We spoke with The Lions Barber Collective, an innovate charity helping raise awareness in suicide prevention.
“Can I have a short back and sides? And… I wanted to kill myself last night,” As heavy as that sounds, it’s the type of conversation The Lions Barber Collective is hoping its trained barbers will be able to handle with confidence. “We’re not trying to make our barbers into counsellors,” Tom Chapman, founder of the Lions, is keen to emphasise. “We just train them to be the link and to point people in need to organisations such as the Samaritans.”
Suicide is the biggest killer of men under the age of 45 in the UK. And in 2015, 75% of all suicides in the UK were male. Hairdresser Chapman is well aware of the impact of suicide. Two years ago a friend of his took is own life, and it made Chapman suddenly cognisant of the fact that more help was need in suicide prevention. From that, the idea of the Lions came about.

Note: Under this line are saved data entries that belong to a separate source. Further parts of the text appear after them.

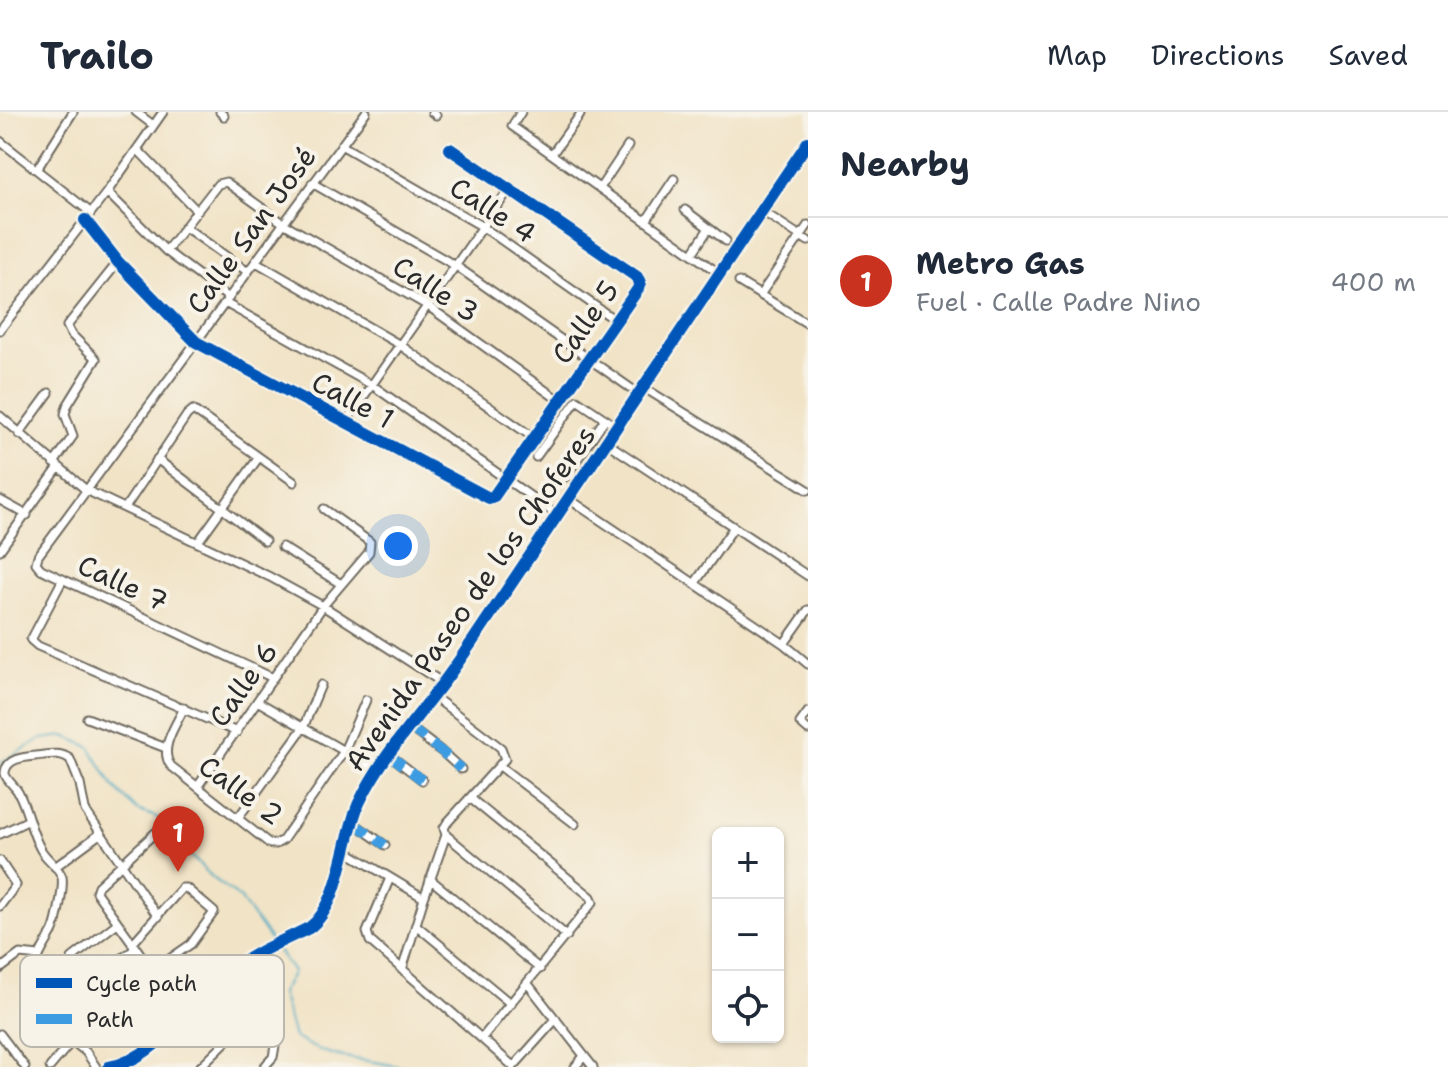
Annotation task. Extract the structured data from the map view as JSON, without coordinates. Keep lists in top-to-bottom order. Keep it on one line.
{"streets":{"street":["Calle 4","Calle San José","Calle 3","Calle 5","Calle 1","Calle 7","Avenida Paseo de los Choferes","Calle 6","Calle 2"]},"crossings":[["Calle 4","Calle San José"],["Calle 4","Calle 5"],["Calle San José","Calle 3"],["Calle San José","Calle 1"],["Calle San José","Calle 7"],["Calle 3","Calle 5"],["Calle 5","Calle 1"],["Calle 7","Calle 6"],["Calle 6","Calle 2"]],"legend":["Cycle path","Path"],"page":{"header":"Trailo","nav":["Map","Directions","Saved"],"heading":"Nearby","list":[{"mark":"1","name":"Metro Gas","note":"Fuel · Calle Padre Nino","value":"400 m"}],"pins":"1","map_buttons":["+","−"]}}
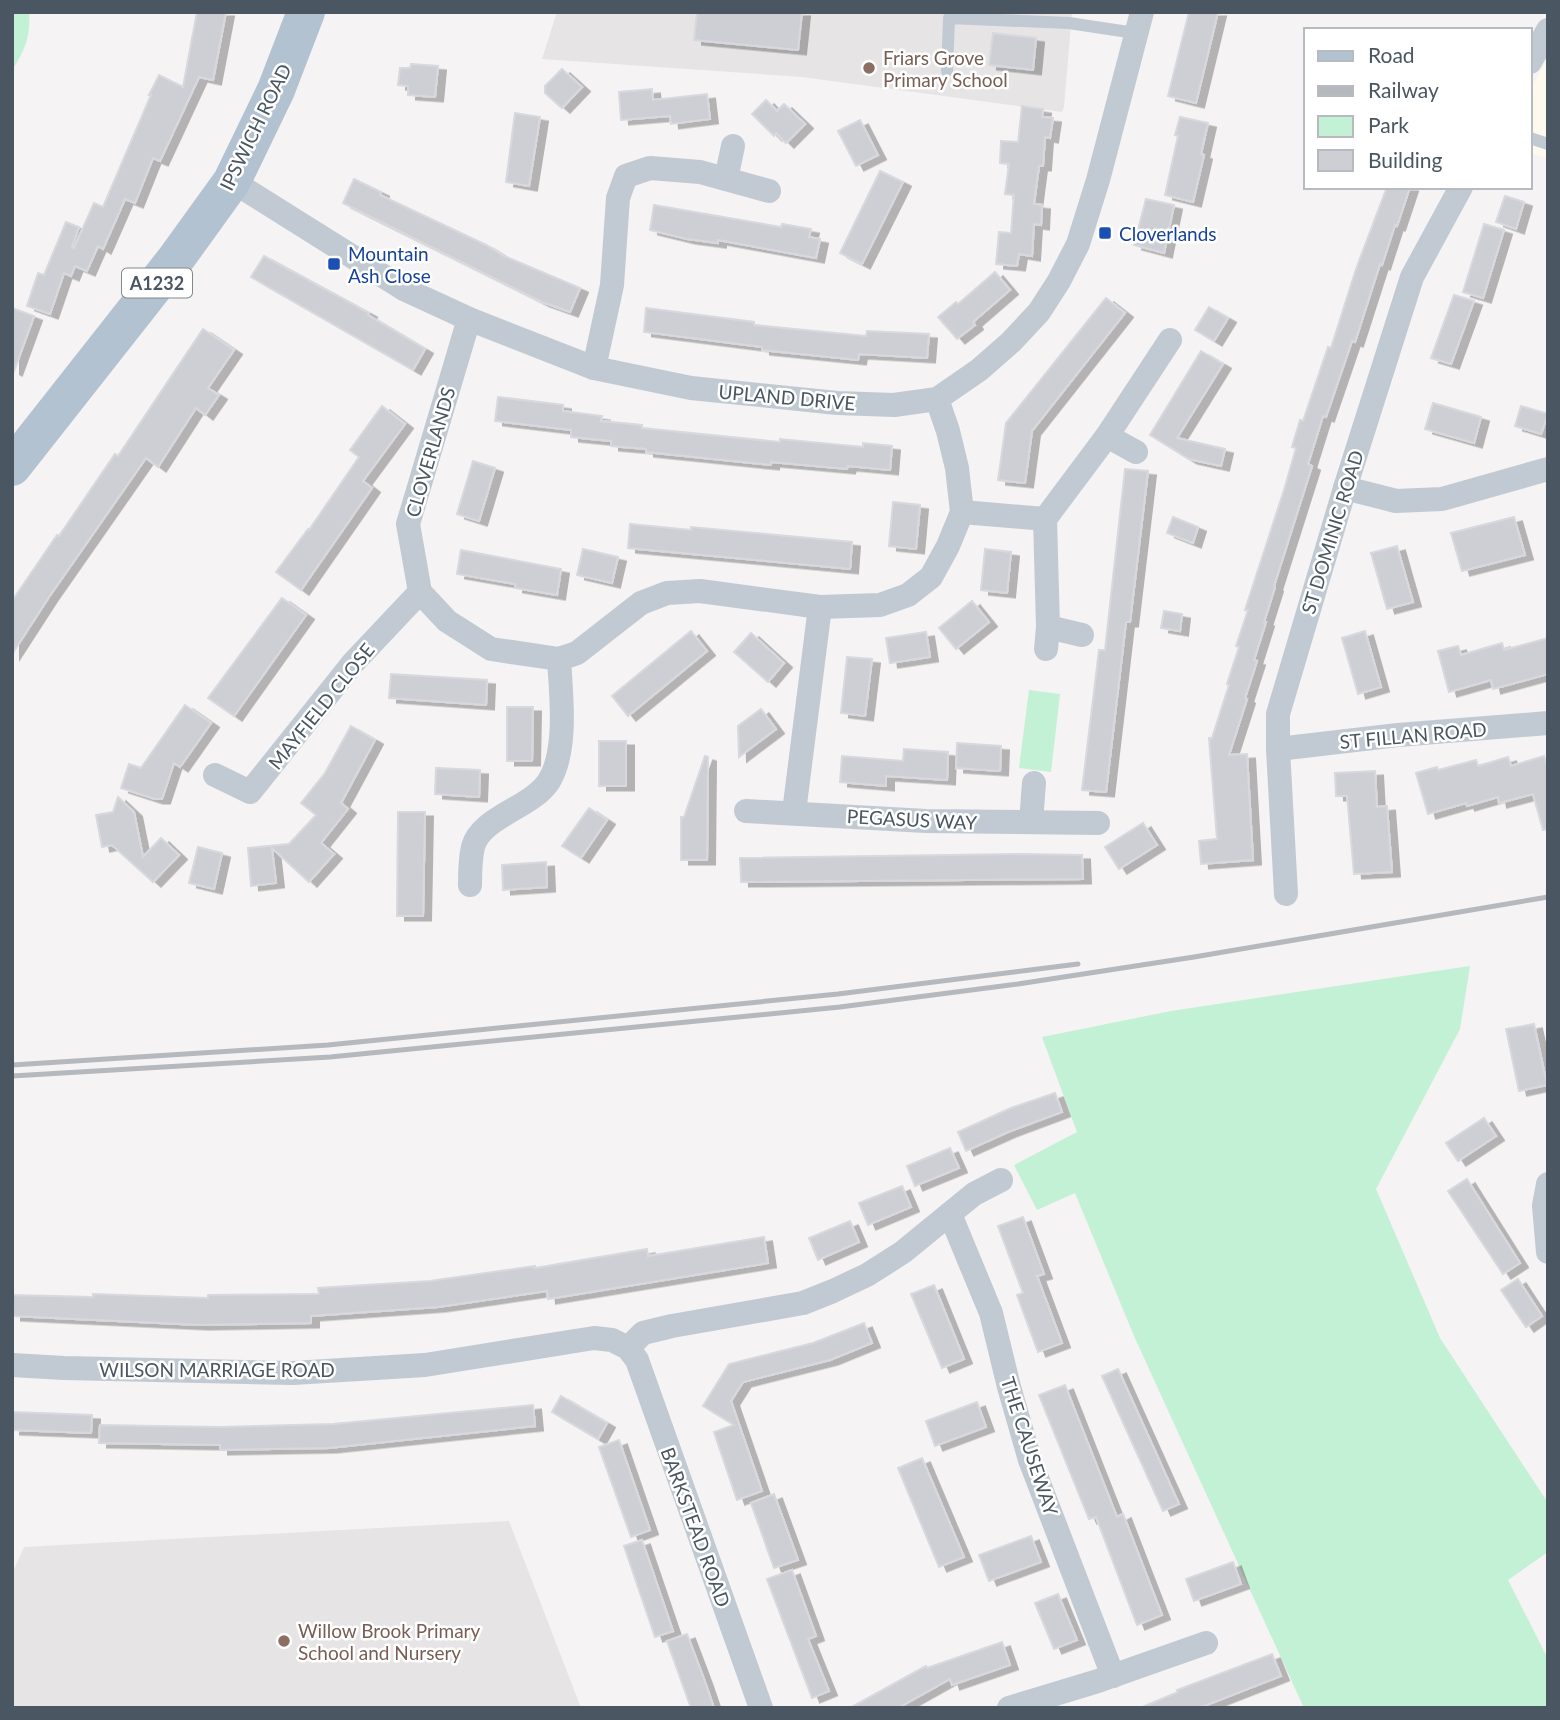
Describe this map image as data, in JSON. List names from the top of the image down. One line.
{"streets":{"main road":["IPSWICH ROAD","A1232"],"street":["UPLAND DRIVE","CLOVERLANDS","ST DOMINIC ROAD","MAYFIELD CLOSE","ST FILLAN ROAD","PEGASUS WAY","WILSON MARRIAGE ROAD","THE CAUSEWAY","BARKSTEAD ROAD"]},"crossings":[["IPSWICH ROAD","UPLAND DRIVE"],["UPLAND DRIVE","CLOVERLANDS"],["CLOVERLANDS","MAYFIELD CLOSE"],["ST DOMINIC ROAD","ST FILLAN ROAD"],["WILSON MARRIAGE ROAD","BARKSTEAD ROAD"]],"places":{"other":["Friars Grove Primary School","Willow Brook Primary School and Nursery"],"transit":["Cloverlands","Mountain Ash Close"]},"legend":["Road","Railway","Park","Building"]}
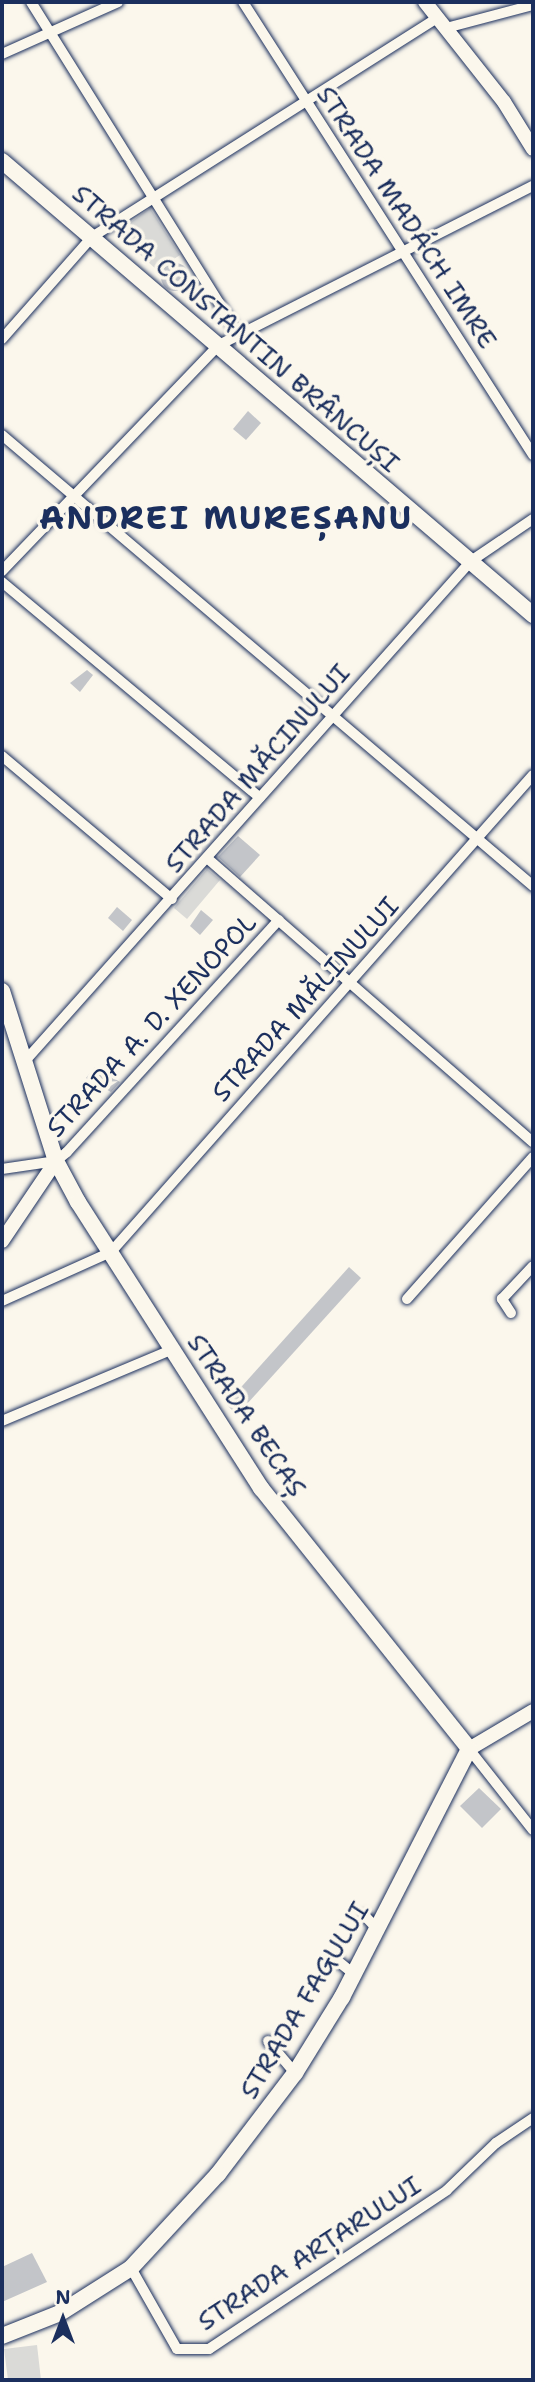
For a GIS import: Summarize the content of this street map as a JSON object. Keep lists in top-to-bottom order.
{
  "streets": {
    "main road": ["STRADA CONSTANTIN BRÂNCUȘI", "STRADA BECAȘ", "STRADA FAGULUI"],
    "street": [
      "STRADA MADÁCH IMRE",
      "STRADA MĂCINULUI",
      "STRADA MĂLINULUI",
      "STRADA A. D. XENOPOL",
      "STRADA ARȚARULUI"
    ]
  },
  "crossings": [
    ["STRADA CONSTANTIN BRÂNCUȘI", "STRADA MĂCINULUI"],
    ["STRADA MĂCINULUI", "STRADA BECAȘ"],
    ["STRADA MĂLINULUI", "STRADA BECAȘ"],
    ["STRADA A. D. XENOPOL", "STRADA BECAȘ"],
    ["STRADA BECAȘ", "STRADA FAGULUI"],
    ["STRADA FAGULUI", "STRADA ARȚARULUI"]
  ],
  "districts": ["ANDREI MUREȘANU"],
  "north": "top"
}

The Lions has now joined up with grooming brand The Bluebeard’s Revenge, who conducted a survey on male mental health. They found that over half of British men feel more comfortable discussing mental health issues with their barbers than their doctors. One respondent claimed, “My relationship with my barber is over 25 long years. He knows everything about me and has become a very reliable and trustworthy friend that I can disclose any information to.” The Lions aim is to distance itself from the “clinical” setting of a doctors surgery, though, while at the same time creating a confidential safe haven for men to open up about their troubles.
Chapman points out that we struggle with people inside our personal spaces, but we’re more than happy to let our hairdresser, who is often a stranger, touch our hair — an area usually reserved for loved ones. He jokes that in the industry, “You’re not only a hairdresser, you’re a counsellor and a psychotherapist. You listen to everyone’s problems and stories all day long.”
A hair cut can be viewed psychologically as a way of two people building up a trusting relationship. You trust your barber to make you look good on the outside. Why not let them make you feel good on the inside? Or at least set you on the route to happiness. The link is already in place.
As men, the tired stereotype is that you’re expected to be strong and hide your feelings. There’s stigma in silence, or lack of silence.
However, Chapman thinks this attitude is changing and that young boys are now more willing to open up about mental issues they are going through. He believes that educating teens about mental health, getting people to talk to one another in a non-judgemental manner, could prevent some people from needing professional help. “By the time my 18-month-old son reaches 18 years,” he finishes, “I hope talking will be the norm.”